Dataset records section start
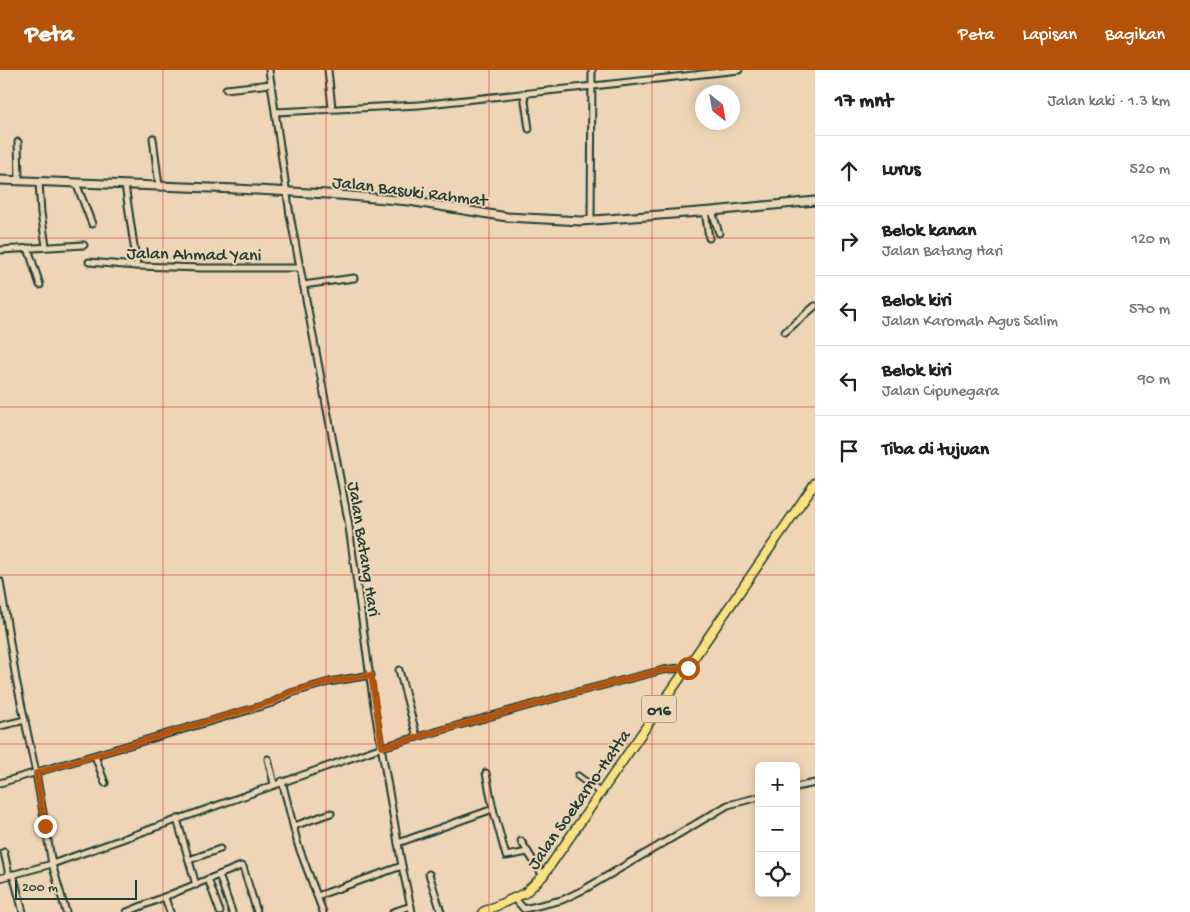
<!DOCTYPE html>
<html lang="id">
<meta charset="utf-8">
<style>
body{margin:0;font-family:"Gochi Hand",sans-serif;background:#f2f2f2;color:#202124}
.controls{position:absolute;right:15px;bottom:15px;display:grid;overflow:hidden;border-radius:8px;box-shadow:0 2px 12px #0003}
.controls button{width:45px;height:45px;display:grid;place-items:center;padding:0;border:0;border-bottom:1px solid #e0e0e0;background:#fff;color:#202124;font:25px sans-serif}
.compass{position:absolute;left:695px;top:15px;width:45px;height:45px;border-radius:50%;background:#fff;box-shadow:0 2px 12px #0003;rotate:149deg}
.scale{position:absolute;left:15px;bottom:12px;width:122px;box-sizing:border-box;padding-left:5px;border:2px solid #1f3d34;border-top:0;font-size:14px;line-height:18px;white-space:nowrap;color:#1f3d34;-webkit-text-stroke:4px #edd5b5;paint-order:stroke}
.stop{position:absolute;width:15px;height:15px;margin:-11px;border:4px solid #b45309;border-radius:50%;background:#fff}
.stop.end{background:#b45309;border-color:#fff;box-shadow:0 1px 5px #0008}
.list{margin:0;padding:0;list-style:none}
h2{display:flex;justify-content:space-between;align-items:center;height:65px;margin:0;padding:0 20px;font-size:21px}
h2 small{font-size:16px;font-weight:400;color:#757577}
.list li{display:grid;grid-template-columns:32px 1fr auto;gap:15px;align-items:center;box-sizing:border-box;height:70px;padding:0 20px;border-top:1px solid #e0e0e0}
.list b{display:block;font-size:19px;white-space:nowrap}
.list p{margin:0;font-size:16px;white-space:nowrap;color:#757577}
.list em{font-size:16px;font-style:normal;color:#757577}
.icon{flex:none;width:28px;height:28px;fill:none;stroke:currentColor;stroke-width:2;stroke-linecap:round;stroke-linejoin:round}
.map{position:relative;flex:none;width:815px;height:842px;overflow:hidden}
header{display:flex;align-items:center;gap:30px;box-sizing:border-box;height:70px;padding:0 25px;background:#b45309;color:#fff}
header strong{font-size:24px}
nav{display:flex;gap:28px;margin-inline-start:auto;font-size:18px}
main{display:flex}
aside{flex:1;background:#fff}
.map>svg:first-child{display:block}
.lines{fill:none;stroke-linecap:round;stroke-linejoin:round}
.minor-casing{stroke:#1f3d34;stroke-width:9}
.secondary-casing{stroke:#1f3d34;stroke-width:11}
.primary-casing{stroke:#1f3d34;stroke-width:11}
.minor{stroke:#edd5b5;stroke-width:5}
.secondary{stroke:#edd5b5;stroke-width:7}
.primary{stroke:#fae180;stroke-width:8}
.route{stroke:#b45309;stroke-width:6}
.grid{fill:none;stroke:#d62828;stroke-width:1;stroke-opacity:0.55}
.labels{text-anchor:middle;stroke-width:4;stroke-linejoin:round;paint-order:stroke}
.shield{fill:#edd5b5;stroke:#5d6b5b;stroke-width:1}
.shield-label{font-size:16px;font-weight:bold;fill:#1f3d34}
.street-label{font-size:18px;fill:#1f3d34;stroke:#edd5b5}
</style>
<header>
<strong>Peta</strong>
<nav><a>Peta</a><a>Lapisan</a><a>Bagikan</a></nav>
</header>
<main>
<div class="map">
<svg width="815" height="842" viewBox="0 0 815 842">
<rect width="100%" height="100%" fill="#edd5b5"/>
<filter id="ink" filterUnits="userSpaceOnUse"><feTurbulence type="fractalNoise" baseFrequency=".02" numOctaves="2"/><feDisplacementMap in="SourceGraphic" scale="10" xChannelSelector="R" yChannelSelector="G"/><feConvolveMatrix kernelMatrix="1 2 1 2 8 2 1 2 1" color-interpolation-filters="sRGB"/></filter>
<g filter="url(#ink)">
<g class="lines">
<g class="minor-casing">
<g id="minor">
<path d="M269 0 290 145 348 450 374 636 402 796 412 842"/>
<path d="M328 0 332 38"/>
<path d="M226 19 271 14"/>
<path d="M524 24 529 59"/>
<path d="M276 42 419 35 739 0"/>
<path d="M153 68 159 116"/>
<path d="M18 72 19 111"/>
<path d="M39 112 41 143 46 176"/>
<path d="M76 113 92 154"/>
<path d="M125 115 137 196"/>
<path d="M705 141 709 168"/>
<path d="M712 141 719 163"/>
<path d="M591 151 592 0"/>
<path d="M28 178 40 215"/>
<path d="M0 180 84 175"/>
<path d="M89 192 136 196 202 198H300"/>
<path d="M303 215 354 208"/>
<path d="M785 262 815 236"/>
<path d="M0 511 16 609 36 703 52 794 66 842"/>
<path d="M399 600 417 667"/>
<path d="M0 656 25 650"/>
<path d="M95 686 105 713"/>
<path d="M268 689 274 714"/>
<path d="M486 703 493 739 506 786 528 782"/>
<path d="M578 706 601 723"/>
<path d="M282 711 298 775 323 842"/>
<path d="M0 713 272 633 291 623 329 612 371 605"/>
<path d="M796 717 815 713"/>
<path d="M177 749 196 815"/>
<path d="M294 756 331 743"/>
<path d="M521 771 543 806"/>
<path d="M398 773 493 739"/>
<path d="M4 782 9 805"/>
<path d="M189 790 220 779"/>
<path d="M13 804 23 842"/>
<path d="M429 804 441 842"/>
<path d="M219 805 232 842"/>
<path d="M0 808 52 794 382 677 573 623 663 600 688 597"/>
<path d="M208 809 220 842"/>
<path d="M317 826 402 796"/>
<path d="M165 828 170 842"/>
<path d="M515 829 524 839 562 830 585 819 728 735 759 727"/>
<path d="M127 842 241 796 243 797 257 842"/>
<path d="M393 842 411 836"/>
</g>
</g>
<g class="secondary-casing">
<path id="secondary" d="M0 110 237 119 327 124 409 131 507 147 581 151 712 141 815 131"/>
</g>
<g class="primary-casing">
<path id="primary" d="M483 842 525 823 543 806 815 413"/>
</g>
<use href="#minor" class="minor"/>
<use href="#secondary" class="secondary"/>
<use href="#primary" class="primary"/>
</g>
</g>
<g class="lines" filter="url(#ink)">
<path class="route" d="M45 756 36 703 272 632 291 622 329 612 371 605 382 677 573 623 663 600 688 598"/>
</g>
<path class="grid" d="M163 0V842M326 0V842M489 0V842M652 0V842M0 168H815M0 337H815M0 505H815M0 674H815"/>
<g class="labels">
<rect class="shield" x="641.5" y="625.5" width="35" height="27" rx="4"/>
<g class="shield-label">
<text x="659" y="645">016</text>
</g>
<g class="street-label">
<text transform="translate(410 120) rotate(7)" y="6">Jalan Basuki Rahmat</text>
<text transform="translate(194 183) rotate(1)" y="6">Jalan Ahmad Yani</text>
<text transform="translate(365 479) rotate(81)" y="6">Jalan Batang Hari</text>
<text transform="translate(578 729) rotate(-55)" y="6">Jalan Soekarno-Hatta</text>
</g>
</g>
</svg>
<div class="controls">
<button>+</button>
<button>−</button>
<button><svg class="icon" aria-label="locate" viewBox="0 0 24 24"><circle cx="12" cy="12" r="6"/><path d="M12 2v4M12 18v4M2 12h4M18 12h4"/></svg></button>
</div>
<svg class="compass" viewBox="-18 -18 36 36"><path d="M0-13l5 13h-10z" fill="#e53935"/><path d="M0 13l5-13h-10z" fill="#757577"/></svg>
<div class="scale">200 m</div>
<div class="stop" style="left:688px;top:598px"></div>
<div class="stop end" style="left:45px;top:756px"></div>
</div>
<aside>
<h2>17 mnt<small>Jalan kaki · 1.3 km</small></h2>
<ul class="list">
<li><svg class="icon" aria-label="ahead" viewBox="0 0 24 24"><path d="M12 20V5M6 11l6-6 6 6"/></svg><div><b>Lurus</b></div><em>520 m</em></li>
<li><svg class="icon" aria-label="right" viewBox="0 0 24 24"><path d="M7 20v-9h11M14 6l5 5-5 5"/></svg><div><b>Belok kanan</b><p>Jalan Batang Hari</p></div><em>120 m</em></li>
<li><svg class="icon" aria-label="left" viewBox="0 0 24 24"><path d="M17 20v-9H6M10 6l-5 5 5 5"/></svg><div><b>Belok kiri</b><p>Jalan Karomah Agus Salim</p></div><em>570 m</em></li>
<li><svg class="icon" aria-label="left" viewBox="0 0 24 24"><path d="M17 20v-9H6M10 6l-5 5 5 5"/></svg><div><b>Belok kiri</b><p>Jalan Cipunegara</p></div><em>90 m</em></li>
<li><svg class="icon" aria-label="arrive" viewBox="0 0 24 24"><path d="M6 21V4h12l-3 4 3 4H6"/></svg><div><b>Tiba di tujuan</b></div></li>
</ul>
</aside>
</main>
Dataset records section end
* **Prompt**:
Write out each line above with the word "compass".

* **Completed task**:
.compass{position:absolute;left:695px;top:15px;width:45px;height:45px;border-radius:50%;background:#fff;box-shadow:0 2px 12px #0003;rotate:149deg}
<svg class="compass" viewBox="-18 -18 36 36"><path d="M0-13l5 13h-10z" fill="#e53935"/><path d="M0 13l5-13h-10z" fill="#757577"/></svg>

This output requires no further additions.